● **WORK ITEM**: Every line of the records below that holds the word "scale" should be copied out.

● **MATERIAL SHOWN**:
......

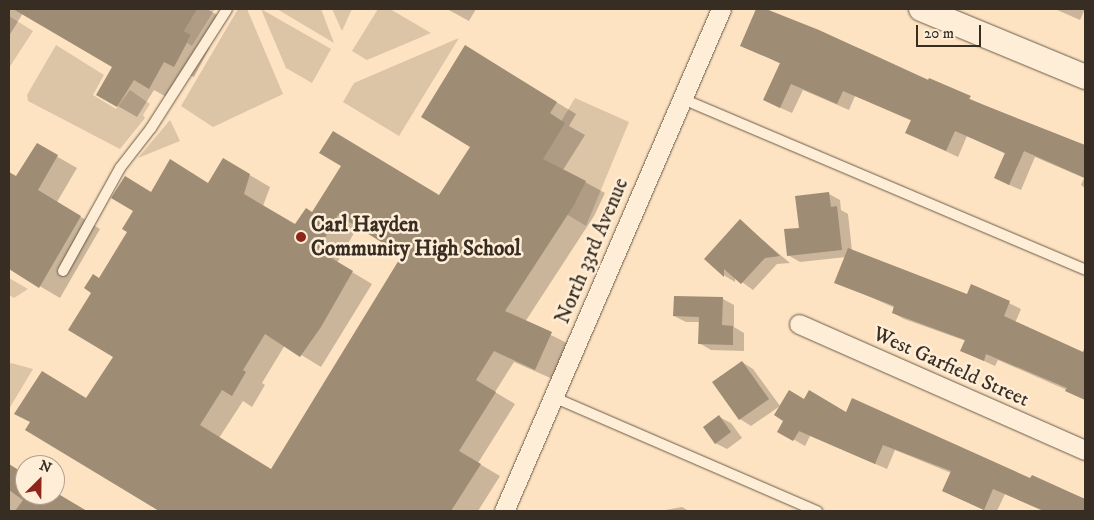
<!DOCTYPE html>
<style>
body{margin:0}
#map{position:relative;width:1094px;height:520px;overflow:hidden;background:#fde3c1;font-family:"IM FELL DW Pica",serif}
div>[style]{position:absolute}
.green>*{inset:0;background:#dcc4a6}
.shadow>*{inset:0;background:#0003}
.building>*{inset:0;background:#9e8c75}
.roads{filter:drop-shadow(0 0 1px #695a4a) drop-shadow(0 0 1px #695a4a)}
.service>*{height:10px;margin:-5px;padding:0 5px;transform-origin:5px;border-radius:5px;background:#feedd7}
.minor>*{height:19px;margin:-9.5px;padding:0 9.5px;transform-origin:9.5px;border-radius:9.5px;background:#feedd7}
.tertiary>*{height:24px;margin:-12px;padding:0 12px;transform-origin:12px;border-radius:12px;background:#feedd7}
.dots>*{width:14px;height:14px;translate:-50% -50%;box-sizing:border-box;border:2px solid #feedd7;border-radius:50%}
span{translate:-50% -50%;white-space:nowrap;text-align:center;line-height:1.15;-webkit-text-stroke:5px #feedd7;paint-order:stroke}
.poi-label{font-size:21px;color:#382d22;font-weight:700}
.left{translate:0 -50%;text-align:left}
.street-label{font-size:21px;color:#382d22}
.frame{position:absolute;inset:0;border:10px solid #382d22;pointer-events:none}
.north{position:absolute;left:15px;top:455px;width:50px;height:50px;box-sizing:border-box;background:#feedd7;border:1px solid #afa08f;border-radius:50%;rotate:23deg;font-size:14px;font-weight:700;line-height:20px;text-align:center;color:#382d22}
.north::after{content:'';display:block;margin:auto;width:18px;height:22px;background:#8f2418;clip-path:polygon(50% 0,100% 100%,50% 72%,0 100%)}
.scale{position:absolute;left:916px;top:25px;width:65px;height:22px;box-sizing:border-box;border:2px solid #382d22;border-top:0;padding-left:6px;font-size:15px;line-height:18px;white-space:nowrap;color:#382d22;-webkit-text-stroke:4px #feedd7;paint-order:stroke}
</style>
<div id="map">
<div class="green">
<i style="clip-path:polygon(196px 9px,215px 9px,192px 46px,187px 43px,191px 35px,184px 31px)"></i>
<i style="clip-path:polygon(238px 9px,247px 9px,283px 94px,213px 127px,181px 106px)"></i>
<i style="clip-path:polygon(261px 9px,331px 49px,312px 83px,286px 68px)"></i>
<i style="clip-path:polygon(277px 9px,321px 9px,334px 43px)"></i>
<i style="clip-path:polygon(332px 9px,352px 9px,342px 31px)"></i>
<i style="clip-path:polygon(378px 9px,390px 9px,431px 33px,367px 60px,352px 51px)"></i>
<i style="clip-path:polygon(9px 16px,33px 31px,9px 68px)"></i>
<i style="clip-path:polygon(459px 38px,399px 136px,343px 102px,354px 83px)"></i>
<i style="clip-path:polygon(56px 45px,104px 75px,93px 95px,116px 109px,130px 90px,150px 104px,143px 115px,145px 118px,120px 149px,28px 101px,27px 95px)"></i>
<i style="clip-path:polygon(575px 98px,629px 122px,586px 226px,522px 187px)"></i>
<i style="clip-path:polygon(170px 120px,180px 141px,138px 158px)"></i>
<i style="clip-path:polygon(9px 278px,28px 289px,14px 298px,9px 295px)"></i>
<i style="clip-path:polygon(11px 363px,33px 369px,9px 409px,9px 366px)"></i>
</div>
<div class="shadow">
<i style="clip-path:polygon(9px 9px,207px 9px,219px 16px,203px 43px,210px 47px,194px 77px,184px 73px,170px 99px,154px 90px,137px 117px,97px 94px,114px 67px,23px 13px,9px 36px)"></i>
<i style="clip-path:polygon(447px 9px,476px 9px,469px 21px)"></i>
<i style="clip-path:polygon(757px 9px,861px 49px,1047px 134px,1049px 131px,1085px 147px,1085px 188px,1081px 185px,1084px 178px,1035px 157px,1021px 190px,1007px 184px,1006px 154px,967px 136px,958px 157px,907px 133px,912px 121px,855px 96px,849px 110px,803px 90px,792px 113px,776px 106px,781px 64px,742px 45px)"></i>
<i style="clip-path:polygon(1055px 9px,1085px 9px,1080px 20px)"></i>
<i style="clip-path:polygon(evenodd,486px 59px,576px 114px,569px 126px,585px 135px,563px 170px,605px 193px,594px 216px,525px 322px,571px 345px,555px 380px,514px 362px,495px 392px,515px 404px,478px 463px,500px 476px,478px 511px,161px 511px,27px 429px,87px 399px,115px 357px,100px 279px,152px 193px,209px 184px,224px 160px,270px 187px,263px 206px,296px 226px,313px 214px,440px 197px,472px 146px,486px 59px,358px 226px,404px 255px,271px 470px,219px 438px,243px 401px,252px 407px,265px 385px,262px 383px,285px 345px,321px 367px,372px 284px,337px 263px,358px 226px)"></i>
<i style="clip-path:polygon(37px 145px,77px 168px,57px 202px,100px 229px,60px 298px,9px 268px,9px 173px,17px 178px)"></i>
<i style="clip-path:polygon(829px 194px,840px 200px,841px 210px,848px 214px,852px 251px,967px 296px,972px 285px,1021px 309px,1015px 323px,1085px 354px,1085px 398px,998px 360px,995px 366px,973px 356px,962px 350px,966px 341px,904px 319px,893px 313px,895px 308px,836px 282px,846px 257px,800px 262px,788px 255px,800px 229px)"></i>
<i style="clip-path:polygon(740px 221px,790px 263px,777px 264px,753px 290px,735px 277px,735px 282px,725px 276px,706px 259px)"></i>
<i style="clip-path:polygon(675px 297px,723px 299px,734px 305px,734px 327px,744px 333px,744px 351px,711px 350px,699px 343px,700px 322px,686px 322px,674px 316px)"></i>
<i style="clip-path:polygon(742px 362px,753px 369px,780px 406px,751px 426px,740px 419px)"></i>
<i style="clip-path:polygon(804px 401px,1031px 480px,1032px 477px,1085px 499px,1085px 511px,1043px 511px,1005px 494px,997px 511px,986px 511px,943px 491px,951px 473px,895px 450px,887px 469px,810px 436px,805px 446px,779px 431px)"></i>
<i style="clip-path:polygon(719px 417px,731px 423px,742px 438px,727px 449px,715px 443px)"></i>
<i style="clip-path:polygon(9px 465px,25px 475px,25px 495px,55px 493px,86px 511px,9px 511px)"></i>
<i style="clip-path:polygon(682px 507px,689px 511px,660px 511px)"></i>
</div>
<div class="building">
<i style="clip-path:polygon(13px 9px,197px 9px,184px 31px,191px 35px,174px 67px,164px 62px,149px 89px,134px 80px,117px 107px,96px 95px,112px 67px)"></i>
<i style="clip-path:polygon(756px 9px,766px 9px,819px 30px,928px 80px,929px 78px,971px 96px,969px 99px,1085px 145px,1085px 178px,1024px 151px,1009px 185px,994px 178px,1005px 153px,955px 131px,946px 151px,905px 133px,911px 120px,843px 91px,837px 104px,791px 84px,780px 108px,763px 100px,780px 63px,740px 46px)"></i>
<i style="clip-path:polygon(evenodd,465px 45px,557px 102px,550px 113px,565px 123px,543px 159px,586px 181px,574px 205px,505px 311px,552px 332px,535px 370px,494px 351px,476px 380px,496px 392px,459px 451px,481px 464px,451px 511px,159px 511px,25px 430px,30px 422px,14px 414px,42px 371px,86px 398px,113px 357px,68px 330px,91px 293px,84px 288px,93px 274px,99px 278px,127px 232px,122px 229px,133px 211px,111px 198px,125px 176px,151px 192px,170px 159px,208px 183px,223px 158px,250px 174px,244px 194px,295px 224px,306px 208px,312px 212px,341px 166px,319px 153px,333px 131px,439px 195px,470px 147px,421px 117px,465px 45px,338px 215px,402px 255px,271px 469px,200px 425px,222px 390px,232px 396px,246px 372px,243px 370px,265px 334px,300px 357px,321px 327px,353px 271px,318px 250px,338px 215px)"></i>
<i style="clip-path:polygon(37px 143px,58px 155px,38px 190px,81px 216px,39px 288px,9px 269px,9px 172px,16px 176px)"></i>
<i style="clip-path:polygon(829px 192px,831px 207px,837px 206px,842px 250px,787px 256px,784px 229px,799px 228px,795px 196px)"></i>
<i style="clip-path:polygon(740px 219px,780px 256px,765px 258px,741px 284px,724px 269px,724px 277px,704px 259px)"></i>
<i style="clip-path:polygon(848px 248px,967px 294px,971px 284px,1010px 301px,1004px 316px,1083px 352px,1085px 347px,1085px 400px,1065px 391px,1067px 388px,986px 354px,984px 361px,960px 351px,965px 340px,892px 313px,894px 306px,834px 283px)"></i>
<i style="clip-path:polygon(674px 296px,723px 297px,722px 325px,733px 326px,733px 345px,698px 344px,699px 317px,673px 316px)"></i>
<i style="clip-path:polygon(742px 361px,769px 399px,739px 420px,712px 382px)"></i>
<i style="clip-path:polygon(789px 390px,804px 399px,809px 390px,846px 412px,852px 398px,1030px 478px,1032px 475px,1085px 499px,1085px 511px,1044px 511px,993px 489px,984px 510px,942px 491px,951px 471px,883px 445px,875px 464px,799px 431px,793px 441px,777px 432px,783px 421px,774px 415px)"></i>
<i style="clip-path:polygon(719px 415px,731px 432px,715px 444px,703px 427px)"></i>
<i style="clip-path:polygon(9px 464px,25px 474px,25px 495px,55px 495px,55px 492px,87px 511px,15px 511px,23px 500px,9px 490px)"></i>
</div>
<div class="roads">
<div class="service">
<i style="left:683px;top:99px;width:437px;rotate:23deg"></i>
<i style="left:63px;top:271px;width:118px;rotate:-61deg"></i>
<i style="left:120px;top:168px;width:51px;rotate:-52.2deg"></i>
<i style="left:151px;top:128px;width:141px;rotate:-57.4deg"></i>
<i style="left:553px;top:397px;width:288px;rotate:23.4deg"></i>
</div>
<div class="minor">
<i style="left:799px;top:324px;width:313px;rotate:23.8deg"></i>
<i style="left:504px;top:511px;width:547px;rotate:-66.62deg"></i>
</div>
<div class="tertiary">
<i style="left:921px;top:9px;width:178px;rotate:22.5deg"></i>
</div>
</div>
<div class="dots">
<i style="left:301px;top:237px;background:#8f2418"></i>
</div>
<div class="poi-label">
<span class="left" style="left:311px;top:237px">Carl Hayden<br>Community High School</span>
</div>
<div class="street-label">
<span style="left:592px;top:251px;rotate:-67deg">North 33rd Avenue</span>
<span style="left:951px;top:367px;rotate:24deg">West Garfield Street</span>
</div>
<div class="frame"></div>
<div class="north">N</div>
<div class="scale">20 m</div>
</div>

......

● **ANSWER**:
.scale{position:absolute;left:916px;top:25px;width:65px;height:22px;box-sizing:border-box;border:2px solid #382d22;border-top:0;padding-left:6px;font-size:15px;line-height:18px;white-space:nowrap;color:#382d22;-webkit-text-stroke:4px #feedd7;paint-order:stroke}
<div class="scale">20 m</div>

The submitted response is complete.